Шрифт:
Интервал:
Закладка:
И вдруг, подержав эту жесточку совсем как ручную — близко, Гегин посылает ее стремительно вверх — так высоко, что ее видит, да и то не до конца полета, только Нина, потому что жесточка улетает за портал, выше колосников и, может быть, выше крыши. Гремит напряженная дробь барабана, а этой сверкающей штуковины все нет и нет, и вдруг лязг тарелок, и на сцену падает, но с небольшой, наверное, высоты, взъерошенный и мятый какой-то… Петя, тот самый Петя, в докурсантском еще виде, смущенный девятиклассник, который собирался не то в кружок в Дом пионеров, не то в кино, а Нина его не пустила. Зал взрывается ликованием: надо же! была жесточка, мешочек с песком — и вдруг живой человек, к тому же знакомый некоторым из присутствующих. Мама и почтенный старец (вот он какой) проворно выбегают с двух сторон и вручают цветы. Кому? Пете. Но ему-то за что? Это даже неприлично, если вспомнить все случившееся тогда. Чудеса да и только.

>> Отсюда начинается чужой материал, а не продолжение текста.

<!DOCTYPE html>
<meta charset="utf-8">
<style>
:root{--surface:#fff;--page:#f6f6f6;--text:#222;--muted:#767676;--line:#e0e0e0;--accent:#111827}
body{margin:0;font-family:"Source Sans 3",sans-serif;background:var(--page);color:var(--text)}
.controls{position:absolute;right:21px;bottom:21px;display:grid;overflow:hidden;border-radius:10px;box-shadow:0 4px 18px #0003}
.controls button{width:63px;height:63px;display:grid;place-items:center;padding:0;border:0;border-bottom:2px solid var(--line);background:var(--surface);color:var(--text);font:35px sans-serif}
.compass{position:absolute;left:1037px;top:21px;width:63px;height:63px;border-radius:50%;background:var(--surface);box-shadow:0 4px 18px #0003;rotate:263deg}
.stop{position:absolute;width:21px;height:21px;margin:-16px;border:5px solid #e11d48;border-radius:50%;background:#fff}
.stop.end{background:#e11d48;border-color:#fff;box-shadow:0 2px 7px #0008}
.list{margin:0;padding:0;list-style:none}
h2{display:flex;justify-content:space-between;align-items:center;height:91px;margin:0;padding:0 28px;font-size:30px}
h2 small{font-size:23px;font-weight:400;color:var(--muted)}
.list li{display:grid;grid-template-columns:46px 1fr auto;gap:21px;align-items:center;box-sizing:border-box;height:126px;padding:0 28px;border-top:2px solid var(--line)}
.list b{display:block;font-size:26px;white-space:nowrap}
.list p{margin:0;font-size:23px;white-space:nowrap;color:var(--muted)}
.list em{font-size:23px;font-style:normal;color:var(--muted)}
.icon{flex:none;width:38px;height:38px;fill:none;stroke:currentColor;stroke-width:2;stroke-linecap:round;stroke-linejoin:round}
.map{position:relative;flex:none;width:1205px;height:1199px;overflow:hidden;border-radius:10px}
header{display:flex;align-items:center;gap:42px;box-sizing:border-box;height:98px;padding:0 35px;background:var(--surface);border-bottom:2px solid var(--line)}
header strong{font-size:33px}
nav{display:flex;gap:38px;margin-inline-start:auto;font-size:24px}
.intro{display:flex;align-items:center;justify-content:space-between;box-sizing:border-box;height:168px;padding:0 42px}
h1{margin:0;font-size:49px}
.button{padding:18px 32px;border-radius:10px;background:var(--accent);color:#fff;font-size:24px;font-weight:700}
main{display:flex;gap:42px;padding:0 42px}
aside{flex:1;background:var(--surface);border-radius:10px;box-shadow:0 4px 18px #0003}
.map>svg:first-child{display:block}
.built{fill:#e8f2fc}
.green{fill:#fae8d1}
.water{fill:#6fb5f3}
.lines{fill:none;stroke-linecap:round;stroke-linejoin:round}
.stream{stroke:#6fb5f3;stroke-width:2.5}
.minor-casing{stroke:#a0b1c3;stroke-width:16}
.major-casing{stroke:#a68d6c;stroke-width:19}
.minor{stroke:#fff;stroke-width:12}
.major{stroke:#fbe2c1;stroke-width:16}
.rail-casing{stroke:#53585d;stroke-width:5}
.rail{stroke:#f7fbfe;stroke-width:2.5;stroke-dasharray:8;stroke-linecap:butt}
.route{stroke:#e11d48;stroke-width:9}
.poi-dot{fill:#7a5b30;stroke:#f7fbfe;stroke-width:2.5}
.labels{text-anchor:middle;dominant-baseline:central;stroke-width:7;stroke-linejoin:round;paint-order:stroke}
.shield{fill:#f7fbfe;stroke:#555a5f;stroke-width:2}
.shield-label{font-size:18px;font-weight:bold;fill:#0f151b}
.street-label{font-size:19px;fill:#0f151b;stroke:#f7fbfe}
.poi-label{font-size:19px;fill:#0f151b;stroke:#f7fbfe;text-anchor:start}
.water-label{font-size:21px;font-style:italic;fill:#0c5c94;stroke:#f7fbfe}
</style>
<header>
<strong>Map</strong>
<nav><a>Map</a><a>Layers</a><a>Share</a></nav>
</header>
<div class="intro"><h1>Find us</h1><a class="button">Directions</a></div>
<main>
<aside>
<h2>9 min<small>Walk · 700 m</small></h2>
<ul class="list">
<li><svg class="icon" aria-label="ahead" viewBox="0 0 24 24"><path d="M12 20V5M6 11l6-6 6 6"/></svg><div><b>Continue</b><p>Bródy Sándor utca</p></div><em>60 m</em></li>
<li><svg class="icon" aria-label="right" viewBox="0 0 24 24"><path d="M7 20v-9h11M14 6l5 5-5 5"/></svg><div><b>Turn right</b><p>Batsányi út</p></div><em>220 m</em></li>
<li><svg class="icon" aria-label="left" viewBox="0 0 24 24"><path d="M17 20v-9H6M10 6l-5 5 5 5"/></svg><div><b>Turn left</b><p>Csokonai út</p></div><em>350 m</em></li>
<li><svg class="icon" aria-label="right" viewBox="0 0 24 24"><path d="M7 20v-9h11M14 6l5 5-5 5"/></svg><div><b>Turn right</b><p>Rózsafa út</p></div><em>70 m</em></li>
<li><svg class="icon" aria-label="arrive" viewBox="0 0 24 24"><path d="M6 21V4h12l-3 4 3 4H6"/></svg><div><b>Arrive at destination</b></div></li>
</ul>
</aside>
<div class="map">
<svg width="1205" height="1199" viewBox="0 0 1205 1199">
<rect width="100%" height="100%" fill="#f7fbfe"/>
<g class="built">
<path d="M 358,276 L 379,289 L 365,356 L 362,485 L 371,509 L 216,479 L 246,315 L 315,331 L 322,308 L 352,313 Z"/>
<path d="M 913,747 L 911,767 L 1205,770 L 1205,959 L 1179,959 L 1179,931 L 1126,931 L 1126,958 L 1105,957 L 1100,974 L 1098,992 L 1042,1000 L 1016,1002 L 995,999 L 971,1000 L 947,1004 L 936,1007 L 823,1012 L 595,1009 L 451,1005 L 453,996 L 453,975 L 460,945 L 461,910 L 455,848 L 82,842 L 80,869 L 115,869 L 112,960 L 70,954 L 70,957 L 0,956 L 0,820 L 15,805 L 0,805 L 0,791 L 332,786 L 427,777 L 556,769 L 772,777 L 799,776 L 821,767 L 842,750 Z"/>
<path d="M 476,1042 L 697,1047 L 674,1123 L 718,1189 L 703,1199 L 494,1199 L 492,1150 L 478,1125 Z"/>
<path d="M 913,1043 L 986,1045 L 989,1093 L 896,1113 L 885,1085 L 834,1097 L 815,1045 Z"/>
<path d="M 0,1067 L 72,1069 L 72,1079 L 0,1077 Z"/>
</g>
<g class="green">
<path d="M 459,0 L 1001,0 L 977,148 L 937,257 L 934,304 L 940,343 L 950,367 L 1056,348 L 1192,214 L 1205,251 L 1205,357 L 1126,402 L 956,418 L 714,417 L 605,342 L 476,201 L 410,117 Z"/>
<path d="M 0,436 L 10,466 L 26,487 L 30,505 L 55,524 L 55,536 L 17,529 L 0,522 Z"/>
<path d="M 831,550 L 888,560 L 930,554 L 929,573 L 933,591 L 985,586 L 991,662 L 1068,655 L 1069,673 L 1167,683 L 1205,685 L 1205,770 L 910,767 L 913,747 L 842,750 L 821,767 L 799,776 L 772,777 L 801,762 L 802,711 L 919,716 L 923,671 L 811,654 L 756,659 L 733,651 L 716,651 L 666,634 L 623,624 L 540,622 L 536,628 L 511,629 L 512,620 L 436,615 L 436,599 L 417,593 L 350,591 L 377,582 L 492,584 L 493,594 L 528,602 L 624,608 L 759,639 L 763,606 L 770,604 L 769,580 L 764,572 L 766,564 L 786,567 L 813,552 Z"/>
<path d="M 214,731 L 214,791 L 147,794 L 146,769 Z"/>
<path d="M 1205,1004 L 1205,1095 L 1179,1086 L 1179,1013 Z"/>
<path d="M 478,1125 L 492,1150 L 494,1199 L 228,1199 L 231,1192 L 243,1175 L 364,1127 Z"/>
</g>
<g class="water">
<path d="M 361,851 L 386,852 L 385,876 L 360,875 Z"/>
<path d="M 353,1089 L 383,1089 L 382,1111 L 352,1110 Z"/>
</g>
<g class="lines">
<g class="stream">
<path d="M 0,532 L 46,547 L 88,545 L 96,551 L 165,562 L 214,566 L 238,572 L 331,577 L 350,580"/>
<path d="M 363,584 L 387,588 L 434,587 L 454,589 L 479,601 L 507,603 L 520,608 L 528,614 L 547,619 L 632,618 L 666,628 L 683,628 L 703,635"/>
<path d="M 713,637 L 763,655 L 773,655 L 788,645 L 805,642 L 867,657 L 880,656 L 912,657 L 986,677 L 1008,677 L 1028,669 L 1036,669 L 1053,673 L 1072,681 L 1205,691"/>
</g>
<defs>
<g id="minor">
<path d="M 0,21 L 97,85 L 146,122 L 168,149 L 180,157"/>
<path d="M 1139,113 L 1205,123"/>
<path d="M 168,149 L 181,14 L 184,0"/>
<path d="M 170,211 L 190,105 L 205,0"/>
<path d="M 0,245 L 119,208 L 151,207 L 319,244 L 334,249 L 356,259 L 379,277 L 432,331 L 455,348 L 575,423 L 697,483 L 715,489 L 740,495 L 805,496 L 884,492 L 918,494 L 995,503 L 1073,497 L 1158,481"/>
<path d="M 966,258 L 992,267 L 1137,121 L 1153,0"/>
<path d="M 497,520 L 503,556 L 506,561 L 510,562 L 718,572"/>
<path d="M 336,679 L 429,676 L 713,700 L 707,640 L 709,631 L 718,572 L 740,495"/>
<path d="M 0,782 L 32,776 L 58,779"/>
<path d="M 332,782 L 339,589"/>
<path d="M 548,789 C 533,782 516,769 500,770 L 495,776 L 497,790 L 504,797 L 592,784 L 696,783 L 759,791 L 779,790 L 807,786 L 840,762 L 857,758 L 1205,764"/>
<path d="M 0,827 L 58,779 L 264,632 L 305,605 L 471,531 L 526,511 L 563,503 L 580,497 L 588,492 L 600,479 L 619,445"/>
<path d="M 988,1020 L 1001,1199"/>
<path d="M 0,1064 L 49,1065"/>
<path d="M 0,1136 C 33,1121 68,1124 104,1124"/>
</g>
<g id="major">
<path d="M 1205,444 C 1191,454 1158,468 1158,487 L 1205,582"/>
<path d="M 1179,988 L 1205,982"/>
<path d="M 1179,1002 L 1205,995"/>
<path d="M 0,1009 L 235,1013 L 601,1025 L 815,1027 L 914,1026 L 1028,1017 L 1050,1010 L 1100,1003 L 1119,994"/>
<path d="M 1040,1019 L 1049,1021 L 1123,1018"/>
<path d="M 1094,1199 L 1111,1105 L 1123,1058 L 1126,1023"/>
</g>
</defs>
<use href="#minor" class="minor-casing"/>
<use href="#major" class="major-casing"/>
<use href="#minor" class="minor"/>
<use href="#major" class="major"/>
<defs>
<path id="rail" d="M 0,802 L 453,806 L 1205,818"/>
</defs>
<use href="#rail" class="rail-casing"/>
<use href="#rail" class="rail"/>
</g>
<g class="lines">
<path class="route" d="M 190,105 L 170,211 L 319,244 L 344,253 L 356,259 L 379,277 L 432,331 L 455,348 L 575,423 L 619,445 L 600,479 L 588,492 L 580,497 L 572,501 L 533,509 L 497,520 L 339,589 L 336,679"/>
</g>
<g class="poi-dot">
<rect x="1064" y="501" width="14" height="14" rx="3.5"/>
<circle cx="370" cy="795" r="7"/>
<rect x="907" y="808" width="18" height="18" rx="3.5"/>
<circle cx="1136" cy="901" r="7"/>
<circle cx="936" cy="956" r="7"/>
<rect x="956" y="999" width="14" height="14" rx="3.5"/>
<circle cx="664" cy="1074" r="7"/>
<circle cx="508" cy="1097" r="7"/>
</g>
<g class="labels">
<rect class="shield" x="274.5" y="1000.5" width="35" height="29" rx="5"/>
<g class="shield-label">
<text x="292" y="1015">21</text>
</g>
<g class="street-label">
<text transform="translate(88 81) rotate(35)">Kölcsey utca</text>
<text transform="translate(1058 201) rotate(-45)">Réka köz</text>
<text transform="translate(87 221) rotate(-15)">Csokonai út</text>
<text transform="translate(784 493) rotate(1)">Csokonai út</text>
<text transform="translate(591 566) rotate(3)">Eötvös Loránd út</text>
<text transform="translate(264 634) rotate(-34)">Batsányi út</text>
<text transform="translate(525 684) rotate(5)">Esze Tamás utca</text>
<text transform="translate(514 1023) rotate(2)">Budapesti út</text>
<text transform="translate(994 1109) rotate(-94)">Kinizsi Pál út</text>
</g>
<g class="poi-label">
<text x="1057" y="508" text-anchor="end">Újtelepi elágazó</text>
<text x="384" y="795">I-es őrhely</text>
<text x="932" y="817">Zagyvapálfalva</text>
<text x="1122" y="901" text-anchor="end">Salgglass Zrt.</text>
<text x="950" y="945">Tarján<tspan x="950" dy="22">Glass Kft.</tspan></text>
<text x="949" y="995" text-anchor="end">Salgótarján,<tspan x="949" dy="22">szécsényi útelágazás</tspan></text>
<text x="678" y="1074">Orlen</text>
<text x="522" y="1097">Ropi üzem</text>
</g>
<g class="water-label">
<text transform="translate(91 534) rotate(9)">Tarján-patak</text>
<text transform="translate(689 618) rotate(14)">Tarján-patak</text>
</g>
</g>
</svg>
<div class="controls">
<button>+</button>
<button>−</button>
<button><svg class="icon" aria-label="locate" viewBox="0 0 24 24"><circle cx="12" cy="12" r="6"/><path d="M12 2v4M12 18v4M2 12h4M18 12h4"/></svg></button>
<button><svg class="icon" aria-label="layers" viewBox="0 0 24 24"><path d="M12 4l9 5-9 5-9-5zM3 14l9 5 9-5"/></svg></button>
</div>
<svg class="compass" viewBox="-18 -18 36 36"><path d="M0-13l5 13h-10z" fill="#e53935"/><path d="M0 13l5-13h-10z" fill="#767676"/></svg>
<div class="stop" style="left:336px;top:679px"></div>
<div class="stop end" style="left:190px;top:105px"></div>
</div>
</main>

Но чудеса, оказывается, только начинаются. Следуя неведомому (ей, по крайней мере) сценарию, Нина кидается за кулисы, а там Софьюшка (и ее, гады, приплели) уже стоит наготове с новой такой же жесточкой. Нина торжественной горделивой походочкой приближается к Гегину с этой блестящей ерундой на сверкающем подносе… Следует несколько виртуозных пассажей, снова сильнейший удар, жесточка улетает в неведомое под треск барабана, стремительные махи архитектора С. над замершим залом, лязг тарелок — Алик Пронькин собственной персоной, черт бы его побрал. Алла Константиновна и блистательный Лампион кидаются с букетиками.
Ну чудеса! Но не могли, что ли, Алика там как-нибудь приодеть, если решили на сцену выпустить? А то ведь срам один: выглядит как когда-то на кухне — в бумажном спортивном костюме и селедкой от него, наверное, пахнет. И это в то время, как, обратите внимание (Нина сама только что заметила), мамочка-то вскакивает на сцену в самом настоящем мини, хотя ей это вовсе не идет, да и Лампион в джинсах и какой-то модерновой курточке, а Софьюшка (в следующий раз снова можно будет убедиться в этом), скромная, тихая Софьюшка — разряженная и накрашенная, как молодящаяся красотка из ресторана, ну прямо шлюшка какая-то. К чему это, а?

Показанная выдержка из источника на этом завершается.